> [What to work on]
Report each line of the data that includes the word "Ручейная".
┄┄┄┄┄┄
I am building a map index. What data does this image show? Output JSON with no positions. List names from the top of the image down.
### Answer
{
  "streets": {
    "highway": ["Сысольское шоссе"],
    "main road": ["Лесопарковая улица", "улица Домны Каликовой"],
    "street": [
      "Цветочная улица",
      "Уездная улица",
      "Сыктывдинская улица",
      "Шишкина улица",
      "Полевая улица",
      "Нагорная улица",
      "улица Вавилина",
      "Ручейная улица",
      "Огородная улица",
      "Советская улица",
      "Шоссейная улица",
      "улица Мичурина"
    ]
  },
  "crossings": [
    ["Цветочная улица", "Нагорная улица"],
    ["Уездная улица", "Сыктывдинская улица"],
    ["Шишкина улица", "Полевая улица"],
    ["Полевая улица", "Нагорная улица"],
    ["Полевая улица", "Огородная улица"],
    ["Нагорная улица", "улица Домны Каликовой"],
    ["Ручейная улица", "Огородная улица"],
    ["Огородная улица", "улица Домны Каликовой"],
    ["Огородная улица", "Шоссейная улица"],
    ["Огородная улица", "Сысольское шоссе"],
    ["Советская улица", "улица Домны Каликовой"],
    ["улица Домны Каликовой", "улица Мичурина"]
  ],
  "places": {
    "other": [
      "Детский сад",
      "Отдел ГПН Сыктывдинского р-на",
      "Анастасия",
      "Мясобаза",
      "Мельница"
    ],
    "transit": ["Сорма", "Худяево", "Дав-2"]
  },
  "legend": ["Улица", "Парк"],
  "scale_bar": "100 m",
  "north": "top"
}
┄┄┄┄┄┄
> [Problem solution]
      "Ручейная улица",
    ["Ручейная улица", "Огородная улица"],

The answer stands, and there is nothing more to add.